> _Data excerpt_

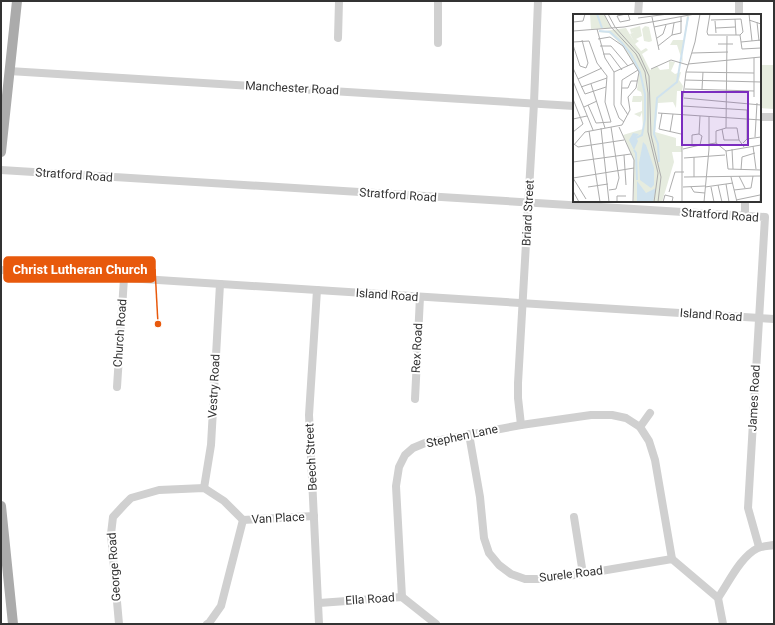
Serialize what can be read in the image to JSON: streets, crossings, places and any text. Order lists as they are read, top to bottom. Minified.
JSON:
{"streets":{"street":["Manchester Road","Stratford Road","Briard Street","Island Road","Church Road","Rex Road","Vestry Road","James Road","Stephen Lane","Beech Street","Van Place","George Road","Surele Road","Ella Road"]},"crossings":[["Manchester Road","Briard Street"],["Stratford Road","Briard Street"],["Stratford Road","James Road"],["Briard Street","Island Road"],["Briard Street","Stephen Lane"],["Island Road","Church Road"],["Island Road","Rex Road"],["Island Road","Vestry Road"],["Island Road","James Road"],["Island Road","Beech Street"],["Vestry Road","George Road"],["Stephen Lane","Surele Road"],["Stephen Lane","Ella Road"],["Beech Street","Van Place"],["Beech Street","Ella Road"]],"places":["Christ Lutheran Church"]}
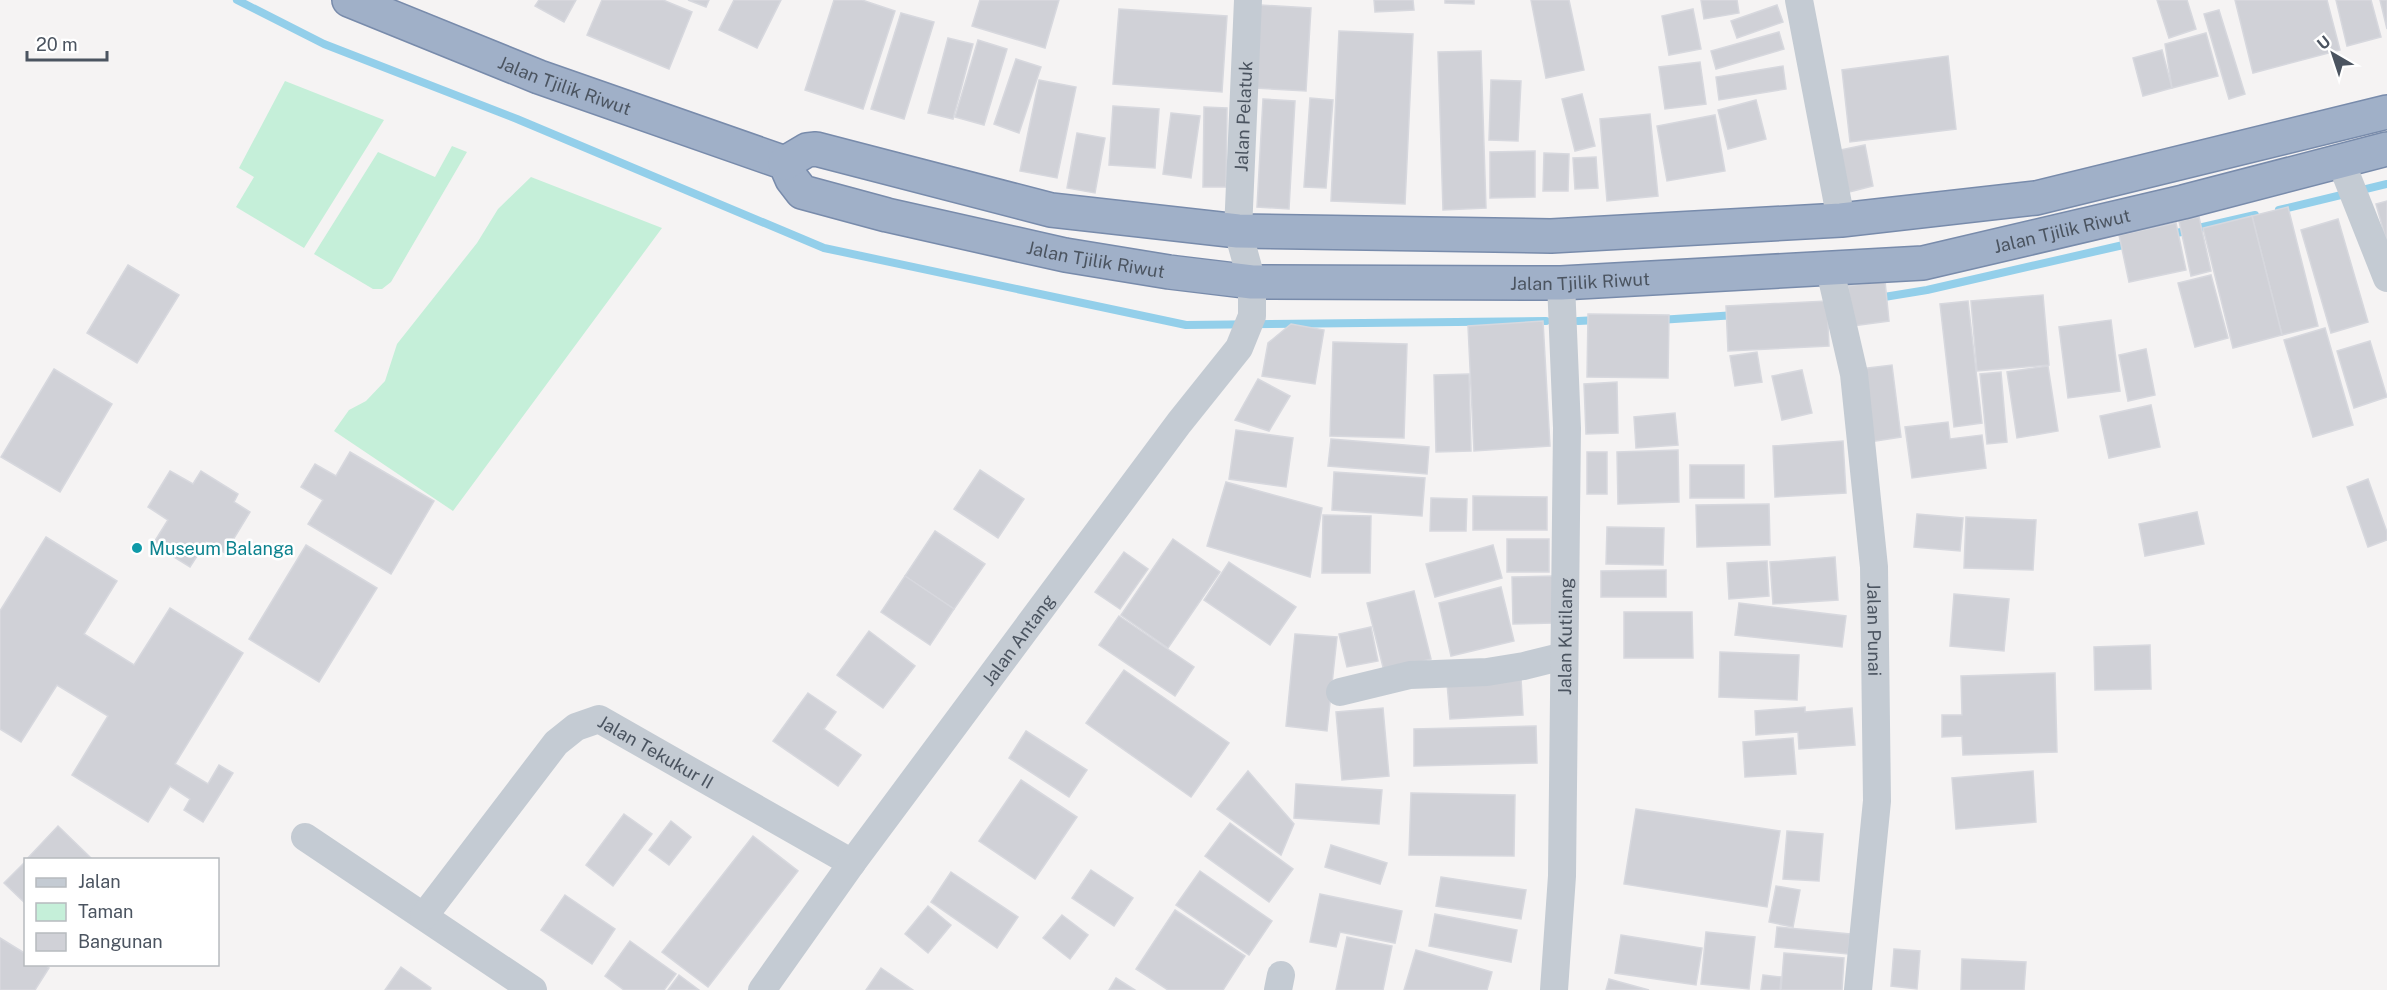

> _How to complete this task_
Skip the images and set down the rest of the data unchanged.

> _Answer for this exercise_
Serialize what can be read in the image to JSON: streets, crossings, places and any text. Order lists as they are read, top to bottom. Minified.
JSON:
{"streets":{"street":["Manchester Road","Stratford Road","Briard Street","Island Road","Church Road","Rex Road","Vestry Road","James Road","Stephen Lane","Beech Street","Van Place","George Road","Surele Road","Ella Road"]},"crossings":[["Manchester Road","Briard Street"],["Stratford Road","Briard Street"],["Stratford Road","James Road"],["Briard Street","Island Road"],["Briard Street","Stephen Lane"],["Island Road","Church Road"],["Island Road","Rex Road"],["Island Road","Vestry Road"],["Island Road","James Road"],["Island Road","Beech Street"],["Vestry Road","George Road"],["Stephen Lane","Surele Road"],["Stephen Lane","Ella Road"],["Beech Street","Van Place"],["Beech Street","Ella Road"]],"places":["Christ Lutheran Church"]}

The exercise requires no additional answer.